- Problem to work on
Within the records below, filter for lines carrying the word "solid" and copy them.

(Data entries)
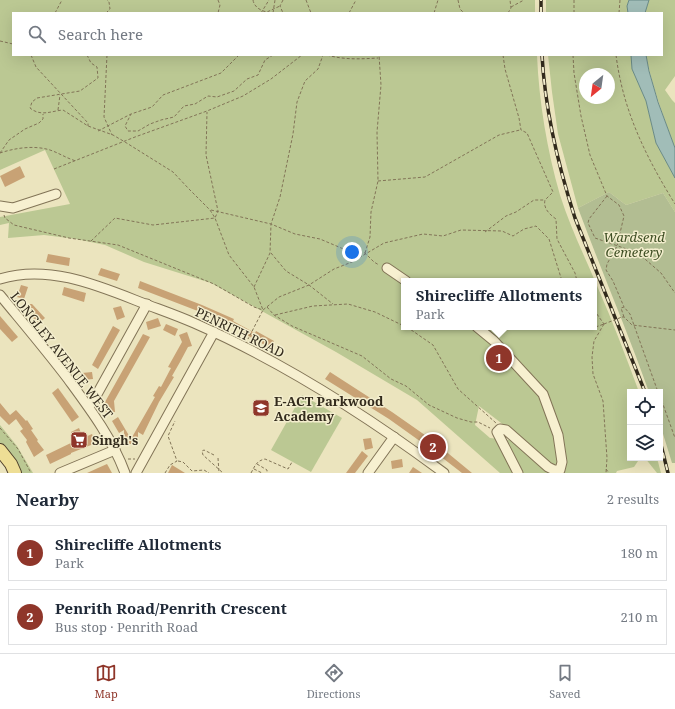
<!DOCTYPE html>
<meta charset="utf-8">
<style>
:root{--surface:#fff;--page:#f2f2f3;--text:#1f2937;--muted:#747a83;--line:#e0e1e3;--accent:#8f362a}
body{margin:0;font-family:"Noto Serif",serif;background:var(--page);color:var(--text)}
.controls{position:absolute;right:12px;bottom:12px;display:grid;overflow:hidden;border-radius:0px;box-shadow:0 4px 16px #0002}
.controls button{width:36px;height:36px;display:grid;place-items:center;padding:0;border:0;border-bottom:1px solid var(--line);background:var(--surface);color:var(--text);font:20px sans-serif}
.compass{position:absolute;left:579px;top:68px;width:36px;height:36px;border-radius:50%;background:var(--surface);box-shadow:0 4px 16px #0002;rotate:209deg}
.you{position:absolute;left:352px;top:252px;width:14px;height:14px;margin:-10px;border:3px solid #fff;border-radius:50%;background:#1a73e8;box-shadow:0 0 0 6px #1a73e833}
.badge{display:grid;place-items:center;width:26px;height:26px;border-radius:50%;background:var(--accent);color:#fff;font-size:13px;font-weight:700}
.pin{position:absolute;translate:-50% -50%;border:2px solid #fff;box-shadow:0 1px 4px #0006}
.popup{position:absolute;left:401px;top:278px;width:196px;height:52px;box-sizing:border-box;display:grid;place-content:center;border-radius:0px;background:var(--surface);filter:drop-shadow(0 1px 3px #0005);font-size:13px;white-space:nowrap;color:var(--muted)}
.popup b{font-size:15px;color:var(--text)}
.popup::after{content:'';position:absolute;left:50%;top:100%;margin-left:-8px;border:8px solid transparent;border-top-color:var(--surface)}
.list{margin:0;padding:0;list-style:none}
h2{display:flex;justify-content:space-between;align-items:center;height:52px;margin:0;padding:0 16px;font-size:17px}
h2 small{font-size:13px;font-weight:400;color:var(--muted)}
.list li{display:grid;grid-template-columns:26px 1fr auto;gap:12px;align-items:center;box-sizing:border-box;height:56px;margin:0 8px 8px;padding:0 8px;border:1px solid var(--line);border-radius:0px}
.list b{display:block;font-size:15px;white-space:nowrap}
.list p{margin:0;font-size:13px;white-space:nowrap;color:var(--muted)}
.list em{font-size:13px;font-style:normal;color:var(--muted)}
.icon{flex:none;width:22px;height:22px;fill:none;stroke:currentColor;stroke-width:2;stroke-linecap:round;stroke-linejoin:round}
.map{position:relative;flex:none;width:675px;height:473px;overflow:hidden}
.search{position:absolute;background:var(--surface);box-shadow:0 4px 16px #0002;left:12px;right:12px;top:12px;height:44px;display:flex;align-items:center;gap:10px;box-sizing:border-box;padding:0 14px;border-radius:0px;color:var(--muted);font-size:15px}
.sheet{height:180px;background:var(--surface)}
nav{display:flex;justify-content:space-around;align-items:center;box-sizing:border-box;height:56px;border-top:1px solid var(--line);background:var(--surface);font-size:11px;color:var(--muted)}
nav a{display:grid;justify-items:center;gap:2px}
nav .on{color:var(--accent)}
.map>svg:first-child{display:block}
.green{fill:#bbc893;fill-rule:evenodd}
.cemetery{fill:#b2bd92}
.water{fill:#a1bdb8;stroke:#698a86}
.building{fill:#c8a275}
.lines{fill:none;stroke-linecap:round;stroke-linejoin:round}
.minor-casing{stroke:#827457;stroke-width:11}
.major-casing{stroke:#50412c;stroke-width:14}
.path{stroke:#827457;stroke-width:1;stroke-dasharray:3 2;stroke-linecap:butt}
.minor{stroke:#f7f0d0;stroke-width:9}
.major{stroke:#eede95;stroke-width:12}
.rail-casing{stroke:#322a1c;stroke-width:3.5}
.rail{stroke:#f3edcd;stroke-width:2;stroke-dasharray:6;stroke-linecap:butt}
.path-bridge{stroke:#827457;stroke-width:1;stroke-dasharray:3 2;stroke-linecap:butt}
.labels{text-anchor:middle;stroke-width:3;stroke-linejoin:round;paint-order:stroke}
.park-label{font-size:13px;font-style:italic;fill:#3e4e23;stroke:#f3edcd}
.street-label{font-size:13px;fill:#322a1c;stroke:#f3edcd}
.poi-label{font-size:13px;font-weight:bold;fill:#322a1c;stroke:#f3edcd;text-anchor:start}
</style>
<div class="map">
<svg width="675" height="473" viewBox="0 0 675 473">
<rect width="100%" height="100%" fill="#ebe4be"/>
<g class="green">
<path d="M0,0H535V13H13V55H537C539,102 547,150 560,195C570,227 585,257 598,288C613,322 626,357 639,392H630V458H640L634,467L617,471L616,473H500L417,400L336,352L211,283L144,262L105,245L76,239L44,235L8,238L9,223L0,225V217L70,204L45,150L0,170ZM404,281H594V327H404ZM479,406L518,436L508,440L490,438L475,425Z"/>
<polygon points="546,0 629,0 627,6 628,13 546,13"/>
<path d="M649,0H675V76L665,90L672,100L675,103V148C664,117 652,87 646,55H662V13H645Z"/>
<path d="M548,55H631L632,69L646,101L656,143L675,178V212L663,193L626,205L609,192L578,208L558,134L552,92ZM585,74H609V98H585Z"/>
<polygon points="302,395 342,418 311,472 271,450"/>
<polygon points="0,425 17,446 33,473 21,473 0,444"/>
<polygon points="645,458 657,458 661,473 657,473"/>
</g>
<path class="cemetery" d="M609,192L626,205L663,193L675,212V463H672L660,424V392H649C627,330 601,270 578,208Z"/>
<g class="water">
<polygon points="629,0 649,0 645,13 628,13 627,6"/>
<polygon points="631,55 646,55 649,71 658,102 675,148 675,178 656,143 646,101 632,69"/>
</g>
<g class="building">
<polygon points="20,166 25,177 5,187 0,176"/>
<polygon points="48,254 70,258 69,266 46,262"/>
<polygon points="101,268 120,274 117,281 98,275"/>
<polygon points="140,281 202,305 234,319 233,321 255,333 256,331 274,341 270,348 234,328 203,313 138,288"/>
<polygon points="21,285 28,287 24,299 17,297"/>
<polygon points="64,287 86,293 84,302 62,295"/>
<polygon points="30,304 32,304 45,318 38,324 25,308"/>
<polygon points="121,306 125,317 117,320 113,308"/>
<polygon points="0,316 18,337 12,342 0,329"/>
<polygon points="158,318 161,326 148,330 146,322"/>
<polygon points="166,324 178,329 175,336 163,330"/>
<polygon points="113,326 120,330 98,369 92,365"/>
<polygon points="187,332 192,346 188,347 180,362 172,376 174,377 159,402 143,435 138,432 138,444 124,444 124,430 119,433 112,421 118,417 131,439 155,397 153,396 159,386 161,387 171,368 168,367 182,342 179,335"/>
<polygon points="143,334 150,337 114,401 115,412 106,413 105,402"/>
<polygon points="92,372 93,379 83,380 82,373"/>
<polygon points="330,372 392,412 432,440 472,473 462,473 431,449 389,419 325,379"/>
<polygon points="58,388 79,417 72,422 52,393"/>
<polygon points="0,403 10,415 16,410 26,421 27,420 33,429 31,430 38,440 37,441 44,450 34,457 26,442 27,440 20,431 23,429 16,419 9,425 0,416"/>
<polygon points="79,428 83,438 92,434 96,443 71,453 71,454 50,464 46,455 75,441 71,432"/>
<polygon points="371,438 373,448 365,450 363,439"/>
<polygon points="362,451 368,456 355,473 346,473"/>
<polygon points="402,459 403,467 392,469 391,461"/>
<polygon points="107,464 112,473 87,473 98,468"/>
<polygon points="172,465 185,473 168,473"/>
<polygon points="413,467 422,473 409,473"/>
</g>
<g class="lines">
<defs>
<g id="minor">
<polyline points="0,206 13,208 56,194"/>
<polyline points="387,268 406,281"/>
<path d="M0,279C47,264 97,285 140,302C158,309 176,315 194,323C283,362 366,415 444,473"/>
<path d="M0,295C23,323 46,350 68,379C90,409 112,438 125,473"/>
<polyline points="477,327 494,341 543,394 558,435 562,462 560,470 554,470 548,467 506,430 500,429 497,432 518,473"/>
<polyline points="89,406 96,396 147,304"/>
<polyline points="60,473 115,450"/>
<polyline points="136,473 214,332"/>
<polyline points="368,473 394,437"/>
</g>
<polyline id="major" points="0,450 11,464 15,473"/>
</defs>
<use href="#minor" class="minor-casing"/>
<use href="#major" class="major-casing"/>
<g class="path">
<polyline points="218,0 220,5 218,13"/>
<path d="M253,0C254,7 261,11 267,12L280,6"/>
<polyline points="283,0 280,6 283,13"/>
<polyline points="306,0 311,13"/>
<polyline points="458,0 460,9 464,13"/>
<polyline points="511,7 524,0"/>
<polyline points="55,13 62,0"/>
<polyline points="106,13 110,9 109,2 107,0"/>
<polyline points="261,13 269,0"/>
<polyline points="273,13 275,0"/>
<polyline points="349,13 356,0"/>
<polyline points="434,13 438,0"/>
<polyline points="508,13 511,8 510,0"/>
<polyline points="574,13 574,0"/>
<polyline points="619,13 620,0"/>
<polyline points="0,41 13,44"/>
<polyline points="31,55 36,67 88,123 88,126"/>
<path d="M87,55L91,63L97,67L98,78L80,91L37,98L32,102L30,108C41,117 51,111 63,110L88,126L113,135L125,142L173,172L189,189L210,210L215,218L229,255L254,287L263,310L248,339"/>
<polyline points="107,55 104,117 112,135"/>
<polyline points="239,55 221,73 163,95 152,107 131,114 125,126 128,131 138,131 150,124 161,120 174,117 184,106 195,104 208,96 217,97 234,91 247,79 258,75 265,60 273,55"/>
<path d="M327,55C344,60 361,59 378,58"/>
<path d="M503,55L505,69L519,118L521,130L527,133L553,192L545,200C543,208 549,214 556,219L557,239L575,273L577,281"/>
<polyline points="573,55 574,73 581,116 590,155 607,196 619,205 624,216 617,246 607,264 606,270 613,281 624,307"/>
<path d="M616,55C623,111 646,157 675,204"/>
<polyline points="58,110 60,95"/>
<polyline points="98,131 131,114"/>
<path d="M0,153C15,148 34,145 50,150C59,153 66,158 76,161"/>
<polyline points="0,153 9,140 25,129 39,123 43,119 43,114"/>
<polyline points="54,169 135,137 207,111 243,96 271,79 302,55"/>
<polyline points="378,181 425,177 499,135 520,130"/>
<polyline points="607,196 589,219 588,223 595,238 638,253 661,273 675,293"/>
<polyline points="211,210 271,224 295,234 320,239 353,253 365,253 374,262 379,265"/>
<polyline points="4,215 5,218 14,225 69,238 118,245 214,284 254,307 263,310 279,297 309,285 334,269 352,262 384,243 423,234 443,236 461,230 502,231 513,236 524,229 536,226 549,239 562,281"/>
<polyline points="485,232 506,216 516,212 534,200 544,200"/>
<polyline points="91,241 115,218 153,225 215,218 218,211 206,155 207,112"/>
<polyline points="271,253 286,271 309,285 333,304"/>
<polyline points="365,253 370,237 371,212 378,181 377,132 381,85 379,55"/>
<polyline points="254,287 270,253 271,224 280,197 293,134 297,102 305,81 318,69 323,55"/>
<polyline points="267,307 274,315 292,326 362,356 391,379 406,386 429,405 457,418 471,422 478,422 490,428"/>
<polyline points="594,310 604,324"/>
<polyline points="275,315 313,306 348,304 375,312 404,326"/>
<polyline points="622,317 624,317 632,325 675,330"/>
<polyline points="624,317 621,308 624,307 630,314 658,392"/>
<polyline points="604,324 594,341 592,357 593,374 603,401 607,458 606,473"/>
<polyline points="407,327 433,345 458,389 496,423"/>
<polyline points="591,327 593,328 604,324"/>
<polyline points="660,396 675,438"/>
<polyline points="0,428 18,449 31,473"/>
<polyline points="214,455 204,450 202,451 203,455 223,473"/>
<polyline points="218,458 219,473"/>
<polyline points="128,459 135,459"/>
<polyline points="178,461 183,462 192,471 204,470 209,473"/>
<polyline points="257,464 267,470 267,473"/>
<polyline points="254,469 262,473"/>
<polyline points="606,469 609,473"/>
<polyline points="165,473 170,465 177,461 168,436 175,421"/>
<path d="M251,473C255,466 256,461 265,459L288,469L292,462"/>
</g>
<use href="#minor" class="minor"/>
<use href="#major" class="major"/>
<defs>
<g id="rail">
<polyline points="541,13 541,0"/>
<path d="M542,55C545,111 558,165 575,218L645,392"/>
<polyline points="660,441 668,473"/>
</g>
</defs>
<use href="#rail" class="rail-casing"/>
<use href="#rail" class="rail"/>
<polyline class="path-bridge" points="604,324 622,317"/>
</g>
<defs>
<symbol id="school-square" viewBox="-11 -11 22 22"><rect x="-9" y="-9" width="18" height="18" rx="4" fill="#8f362a" stroke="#f3edcd"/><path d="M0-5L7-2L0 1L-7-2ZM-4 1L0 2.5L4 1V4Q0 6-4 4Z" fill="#fff"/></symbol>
<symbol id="supermarket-square" viewBox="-11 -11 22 22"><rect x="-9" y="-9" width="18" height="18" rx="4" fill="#8f362a" stroke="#f3edcd"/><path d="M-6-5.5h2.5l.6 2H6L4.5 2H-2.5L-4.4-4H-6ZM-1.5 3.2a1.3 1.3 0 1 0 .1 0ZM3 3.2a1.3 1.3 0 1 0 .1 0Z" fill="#fff"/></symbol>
</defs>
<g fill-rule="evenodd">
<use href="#school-square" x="251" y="398" width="20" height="20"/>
<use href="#supermarket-square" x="69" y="430" width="20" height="20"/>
</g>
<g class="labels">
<g class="park-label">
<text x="634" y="242">Wardsend<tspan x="634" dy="15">Cemetery</tspan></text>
</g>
<g class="street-label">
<text transform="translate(240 332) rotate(26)" y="5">PENRITH ROAD</text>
<text transform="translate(62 355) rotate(52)" y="5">LONGLEY AVENUE WEST</text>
</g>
<g class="poi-label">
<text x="274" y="406">E-ACT Parkwood<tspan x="274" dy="15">Academy</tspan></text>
<text x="92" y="445">Singh's</text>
</g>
</g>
</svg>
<div class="controls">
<button><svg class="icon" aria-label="locate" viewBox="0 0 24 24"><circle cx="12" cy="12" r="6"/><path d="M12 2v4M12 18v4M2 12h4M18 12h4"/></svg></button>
<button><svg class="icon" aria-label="layers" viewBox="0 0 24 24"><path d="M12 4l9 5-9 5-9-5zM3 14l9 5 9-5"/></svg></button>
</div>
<svg class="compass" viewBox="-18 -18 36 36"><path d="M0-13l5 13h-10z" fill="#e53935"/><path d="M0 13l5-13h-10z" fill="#747a83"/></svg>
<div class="you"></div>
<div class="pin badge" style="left:499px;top:358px">1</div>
<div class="popup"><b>Shirecliffe Allotments</b>Park</div>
<div class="pin badge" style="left:433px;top:447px">2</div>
<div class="search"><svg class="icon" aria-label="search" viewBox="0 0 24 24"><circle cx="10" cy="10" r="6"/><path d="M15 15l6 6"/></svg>Search here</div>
</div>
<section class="sheet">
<h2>Nearby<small>2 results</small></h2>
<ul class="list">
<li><span class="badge">1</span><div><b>Shirecliffe Allotments</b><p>Park</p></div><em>180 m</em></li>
<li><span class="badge">2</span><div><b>Penrith Road/Penrith Crescent</b><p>Bus stop · Penrith Road</p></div><em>210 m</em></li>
</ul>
</section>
<nav>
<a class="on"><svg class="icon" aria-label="map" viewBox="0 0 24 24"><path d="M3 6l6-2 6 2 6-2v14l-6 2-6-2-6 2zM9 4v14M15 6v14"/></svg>Map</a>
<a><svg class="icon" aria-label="directions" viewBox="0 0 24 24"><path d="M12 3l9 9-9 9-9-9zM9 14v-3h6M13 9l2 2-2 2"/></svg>Directions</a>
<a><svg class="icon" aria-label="saved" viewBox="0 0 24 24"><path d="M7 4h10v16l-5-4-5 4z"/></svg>Saved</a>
</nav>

- Output of the exercise
.controls button{width:36px;height:36px;display:grid;place-items:center;padding:0;border:0;border-bottom:1px solid var(--line);background:var(--surface);color:var(--text);font:20px sans-serif}
.you{position:absolute;left:352px;top:252px;width:14px;height:14px;margin:-10px;border:3px solid #fff;border-radius:50%;background:#1a73e8;box-shadow:0 0 0 6px #1a73e833}
.pin{position:absolute;translate:-50% -50%;border:2px solid #fff;box-shadow:0 1px 4px #0006}
.popup::after{content:'';position:absolute;left:50%;top:100%;margin-left:-8px;border:8px solid transparent;border-top-color:var(--surface)}
.list li{display:grid;grid-template-columns:26px 1fr auto;gap:12px;align-items:center;box-sizing:border-box;height:56px;margin:0 8px 8px;padding:0 8px;border:1px solid var(--line);border-radius:0px}
nav{display:flex;justify-content:space-around;align-items:center;box-sizing:border-box;height:56px;border-top:1px solid var(--line);background:var(--surface);font-size:11px;color:var(--muted)}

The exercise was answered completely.